Diversi personaggi partecipano alla vicenda del Minotauro, oltre Minosse c’è Pasifae, la moglie del re, c’è Arianna, figlia dei due regnanti, l’ateniese Teseo, alcune divinità, e Dedalo, in greco antico Dáidalos, considerato architetto, scultore ed inventore, noto soprattutto per essere il progettista del famoso labirinto del Minotauro a Creta, struttura voluta dal re Minosse per nascondere all’interno di un labirinto il mostro nato dall’unione di Pasifae con un toro.
Durante la sua permanenza a Creta Dedalo s’innamorò della schiava, Naucrate, e dal loro amore un figlio, Icaro. Nel contempo all'architetto gli fu impedito di tornare ad Atene perché come progettista del groviglio conosceva la struttura e il re Minosse temeva che ne svelasse il segreto.
Per scappare, Dedalo costruì per lui e il figlio le ali con delle penne e le attaccò ai loro corpi con la cera. Malgrado gli avvertimenti del padre di non volare troppo alto, Icaro si fece prendere dall'ebbrezza del volo e si avvicinò troppo al Sole (nella mitologia denominato Febo); il calore fuse la cera, facendolo cadere nel mare dove morì. Invece il padre riuscì a raggiungere la Sicilia.
Frattanto ad Atene Teseo non tollerava che la città continuasse a perdere giovani vite offerte al minotauro, perciò quando venne il momento di effettuare la terza spedizione sacrificale egli si offrì volontario per andare ad uccidere il mostro.
Giunto nell'isola, il giovane eroe conobbe la figlia del re, Arianna, che, si innamorò di lui e lo aiutò a ritrovare la via d'uscita dal labirinto dandogli una matassa di filo (il noto filo di Arianna) che, srotolata, gli avrebbe permesso di seguire a ritroso le proprie tracce.

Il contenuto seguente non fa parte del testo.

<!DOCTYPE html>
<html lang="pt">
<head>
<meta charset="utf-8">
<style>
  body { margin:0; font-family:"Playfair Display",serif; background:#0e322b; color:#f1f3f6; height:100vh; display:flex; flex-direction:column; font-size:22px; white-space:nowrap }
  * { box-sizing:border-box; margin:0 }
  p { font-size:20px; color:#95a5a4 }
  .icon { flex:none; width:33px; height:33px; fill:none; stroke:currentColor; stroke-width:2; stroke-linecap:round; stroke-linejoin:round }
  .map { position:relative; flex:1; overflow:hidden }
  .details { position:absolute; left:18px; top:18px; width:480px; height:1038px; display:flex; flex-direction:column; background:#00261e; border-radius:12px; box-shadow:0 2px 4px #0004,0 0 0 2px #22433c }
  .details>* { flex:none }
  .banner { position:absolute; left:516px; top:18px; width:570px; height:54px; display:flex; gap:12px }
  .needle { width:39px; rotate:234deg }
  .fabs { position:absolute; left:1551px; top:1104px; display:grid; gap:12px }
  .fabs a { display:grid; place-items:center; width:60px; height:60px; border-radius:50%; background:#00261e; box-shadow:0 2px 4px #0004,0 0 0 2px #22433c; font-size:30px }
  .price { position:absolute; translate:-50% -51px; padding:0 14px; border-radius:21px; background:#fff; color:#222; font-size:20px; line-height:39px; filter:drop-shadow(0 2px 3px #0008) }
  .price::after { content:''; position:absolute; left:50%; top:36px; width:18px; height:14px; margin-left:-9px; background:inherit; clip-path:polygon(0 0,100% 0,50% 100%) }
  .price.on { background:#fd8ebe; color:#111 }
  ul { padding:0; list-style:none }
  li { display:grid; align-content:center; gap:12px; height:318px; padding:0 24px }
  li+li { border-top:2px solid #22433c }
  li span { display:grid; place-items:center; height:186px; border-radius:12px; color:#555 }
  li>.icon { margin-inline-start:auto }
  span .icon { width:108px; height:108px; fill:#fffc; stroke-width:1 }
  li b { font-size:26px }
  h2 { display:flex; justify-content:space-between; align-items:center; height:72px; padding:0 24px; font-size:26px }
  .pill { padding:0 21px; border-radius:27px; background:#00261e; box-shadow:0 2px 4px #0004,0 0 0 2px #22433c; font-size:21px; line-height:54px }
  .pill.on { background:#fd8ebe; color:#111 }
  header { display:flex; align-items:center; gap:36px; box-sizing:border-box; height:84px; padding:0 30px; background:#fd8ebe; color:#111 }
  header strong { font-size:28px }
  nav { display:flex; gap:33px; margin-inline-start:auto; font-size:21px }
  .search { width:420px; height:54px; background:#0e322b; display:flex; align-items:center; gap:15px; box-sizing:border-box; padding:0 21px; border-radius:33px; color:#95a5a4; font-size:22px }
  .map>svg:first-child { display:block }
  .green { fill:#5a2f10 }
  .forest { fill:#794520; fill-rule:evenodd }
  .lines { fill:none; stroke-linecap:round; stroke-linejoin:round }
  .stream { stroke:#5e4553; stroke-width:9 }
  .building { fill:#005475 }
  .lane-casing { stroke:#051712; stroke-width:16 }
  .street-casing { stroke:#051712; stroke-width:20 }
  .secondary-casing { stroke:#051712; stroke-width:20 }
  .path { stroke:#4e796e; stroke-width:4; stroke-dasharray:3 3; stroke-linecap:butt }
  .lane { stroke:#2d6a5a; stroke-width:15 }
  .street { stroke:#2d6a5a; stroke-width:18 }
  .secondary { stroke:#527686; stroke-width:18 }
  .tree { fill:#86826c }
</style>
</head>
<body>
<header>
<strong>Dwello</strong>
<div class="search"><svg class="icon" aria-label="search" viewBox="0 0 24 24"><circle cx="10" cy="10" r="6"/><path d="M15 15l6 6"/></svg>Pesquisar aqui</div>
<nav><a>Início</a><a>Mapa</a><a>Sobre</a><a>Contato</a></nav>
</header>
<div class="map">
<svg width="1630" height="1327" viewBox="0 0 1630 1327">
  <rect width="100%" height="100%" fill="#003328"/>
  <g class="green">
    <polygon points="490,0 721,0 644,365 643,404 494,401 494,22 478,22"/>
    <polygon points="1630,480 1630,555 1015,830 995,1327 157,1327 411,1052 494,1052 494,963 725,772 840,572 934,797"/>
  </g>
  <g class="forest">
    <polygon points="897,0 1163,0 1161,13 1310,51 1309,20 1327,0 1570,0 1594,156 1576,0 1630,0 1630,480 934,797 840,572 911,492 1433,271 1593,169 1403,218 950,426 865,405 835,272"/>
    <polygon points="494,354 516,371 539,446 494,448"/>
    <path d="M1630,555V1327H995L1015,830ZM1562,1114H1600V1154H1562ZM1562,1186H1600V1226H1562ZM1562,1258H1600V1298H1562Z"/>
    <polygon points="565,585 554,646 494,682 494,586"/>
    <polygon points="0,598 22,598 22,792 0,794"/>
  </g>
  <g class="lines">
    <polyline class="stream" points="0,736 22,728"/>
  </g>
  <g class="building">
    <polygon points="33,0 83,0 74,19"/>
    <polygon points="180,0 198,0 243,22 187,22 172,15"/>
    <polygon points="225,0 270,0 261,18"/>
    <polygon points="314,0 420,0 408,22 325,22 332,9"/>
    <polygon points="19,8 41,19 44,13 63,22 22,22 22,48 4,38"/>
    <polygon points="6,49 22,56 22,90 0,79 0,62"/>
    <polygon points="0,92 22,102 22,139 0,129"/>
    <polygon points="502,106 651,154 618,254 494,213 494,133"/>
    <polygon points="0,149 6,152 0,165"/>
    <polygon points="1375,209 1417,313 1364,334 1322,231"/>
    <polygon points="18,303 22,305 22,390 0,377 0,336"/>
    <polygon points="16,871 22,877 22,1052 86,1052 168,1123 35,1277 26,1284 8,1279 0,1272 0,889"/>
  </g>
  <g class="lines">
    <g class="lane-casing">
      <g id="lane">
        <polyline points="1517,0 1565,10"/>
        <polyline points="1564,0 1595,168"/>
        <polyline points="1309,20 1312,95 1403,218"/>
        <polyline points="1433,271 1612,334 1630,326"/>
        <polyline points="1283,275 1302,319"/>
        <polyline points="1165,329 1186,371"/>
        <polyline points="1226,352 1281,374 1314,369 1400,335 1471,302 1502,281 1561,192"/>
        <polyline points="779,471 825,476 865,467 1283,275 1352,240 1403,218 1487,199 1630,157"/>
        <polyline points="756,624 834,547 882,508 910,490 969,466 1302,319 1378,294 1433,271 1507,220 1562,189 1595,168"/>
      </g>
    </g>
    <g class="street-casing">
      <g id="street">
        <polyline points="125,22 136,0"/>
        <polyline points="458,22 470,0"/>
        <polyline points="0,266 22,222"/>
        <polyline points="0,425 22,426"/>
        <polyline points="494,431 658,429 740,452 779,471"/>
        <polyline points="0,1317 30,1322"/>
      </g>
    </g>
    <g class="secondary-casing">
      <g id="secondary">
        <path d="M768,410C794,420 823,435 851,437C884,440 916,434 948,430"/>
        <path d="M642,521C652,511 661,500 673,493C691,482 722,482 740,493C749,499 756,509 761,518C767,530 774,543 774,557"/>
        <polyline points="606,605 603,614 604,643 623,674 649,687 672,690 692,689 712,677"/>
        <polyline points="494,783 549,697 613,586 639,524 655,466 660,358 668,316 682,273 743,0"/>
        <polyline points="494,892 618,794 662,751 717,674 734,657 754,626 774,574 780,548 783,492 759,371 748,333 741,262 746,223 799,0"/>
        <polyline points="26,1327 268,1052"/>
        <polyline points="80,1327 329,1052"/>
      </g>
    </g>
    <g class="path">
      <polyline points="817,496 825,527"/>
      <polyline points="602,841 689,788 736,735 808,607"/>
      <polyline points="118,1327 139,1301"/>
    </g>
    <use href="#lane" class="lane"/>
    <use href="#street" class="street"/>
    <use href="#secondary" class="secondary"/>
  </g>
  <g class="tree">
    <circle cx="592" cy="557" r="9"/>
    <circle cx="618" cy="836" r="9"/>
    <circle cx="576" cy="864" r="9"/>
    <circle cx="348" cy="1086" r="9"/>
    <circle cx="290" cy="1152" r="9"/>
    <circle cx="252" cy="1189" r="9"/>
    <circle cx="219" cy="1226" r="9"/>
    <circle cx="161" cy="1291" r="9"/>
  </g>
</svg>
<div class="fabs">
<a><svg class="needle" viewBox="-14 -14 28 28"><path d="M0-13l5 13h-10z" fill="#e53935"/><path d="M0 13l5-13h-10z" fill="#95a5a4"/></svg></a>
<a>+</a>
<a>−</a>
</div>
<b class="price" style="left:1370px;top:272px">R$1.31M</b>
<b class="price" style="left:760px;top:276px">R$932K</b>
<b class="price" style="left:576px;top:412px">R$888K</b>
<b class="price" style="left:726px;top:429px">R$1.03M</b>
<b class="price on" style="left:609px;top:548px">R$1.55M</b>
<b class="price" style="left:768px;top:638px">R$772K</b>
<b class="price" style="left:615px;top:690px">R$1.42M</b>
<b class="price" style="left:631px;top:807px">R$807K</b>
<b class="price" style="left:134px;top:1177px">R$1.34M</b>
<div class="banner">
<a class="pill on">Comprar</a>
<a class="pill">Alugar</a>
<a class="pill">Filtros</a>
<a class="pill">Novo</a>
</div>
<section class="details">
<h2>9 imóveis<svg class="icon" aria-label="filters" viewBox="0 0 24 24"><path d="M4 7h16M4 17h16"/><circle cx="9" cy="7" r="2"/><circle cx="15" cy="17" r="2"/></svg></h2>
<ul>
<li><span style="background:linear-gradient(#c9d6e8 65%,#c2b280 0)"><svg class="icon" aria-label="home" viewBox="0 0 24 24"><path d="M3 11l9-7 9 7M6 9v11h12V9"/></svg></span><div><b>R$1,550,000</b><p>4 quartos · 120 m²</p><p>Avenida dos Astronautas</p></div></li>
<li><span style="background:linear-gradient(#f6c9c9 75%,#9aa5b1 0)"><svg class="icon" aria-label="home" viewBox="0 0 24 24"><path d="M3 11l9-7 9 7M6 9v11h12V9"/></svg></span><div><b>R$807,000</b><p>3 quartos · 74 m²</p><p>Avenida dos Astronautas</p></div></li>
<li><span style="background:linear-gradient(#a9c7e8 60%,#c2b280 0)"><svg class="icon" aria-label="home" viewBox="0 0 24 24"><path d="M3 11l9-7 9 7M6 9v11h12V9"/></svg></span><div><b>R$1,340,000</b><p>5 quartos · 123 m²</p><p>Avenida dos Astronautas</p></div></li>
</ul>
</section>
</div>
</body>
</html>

Trovato il Minotauro, Teseo lo uccise e guidò gli altri ragazzi ateniesi fuori dal labirinto. Poi gli ostaggi lasciarono Creta. Arianna fuggì con Teseo. Durante il viaggio di ritorno ad Atene fecero scalo all’isola di Nasso. Qui la giovane principessa si addormentò. Al risveglio si trovò sola. Teseo era ripartito con la nave. Arianna fu quindi “piantata in asso”, comune modo di dire che deriva dal travisamento dell’espressione “piantata in Nasso”. Il dio Dioniso si impietosì di lei e la mise sotto la sua protezione.
Il giovane poeta Catullo (84 a. C. – 54 a. C.) nel carme 64 descrive il mito di Pelèo e Teti ma fa anche una digressione sul mito di Arianna, che vede allontanarsi dall’isola di Nasso la nave con Teseo:
“Così mi rapisti, o perfido, dal focolare paterno
e mi lasciasti, o Teseo, sopra una spiaggia deserta?
Così, immemore, parti disprezzando gli dei
e porti verso la patria i tuoi esecrati spergiuri?
Nulla ha potuto piegare il crudele proposito
della tua mente, non hai avuto alcuna clemenza
che inducesse il cuore feroce a compassione di me?
No, non questo un giorno dolcemente mi promettesti,
non era questo che tu facevi sperare alla misera!
Ma erano nozze liete, sospirati imenei:
tutto ciò il vento lo lacera, lo disperde nell’aria.
Nessuna donna più creda ai giuramenti di un uomo,
nessuna speri che siano fedeli le sue parole”.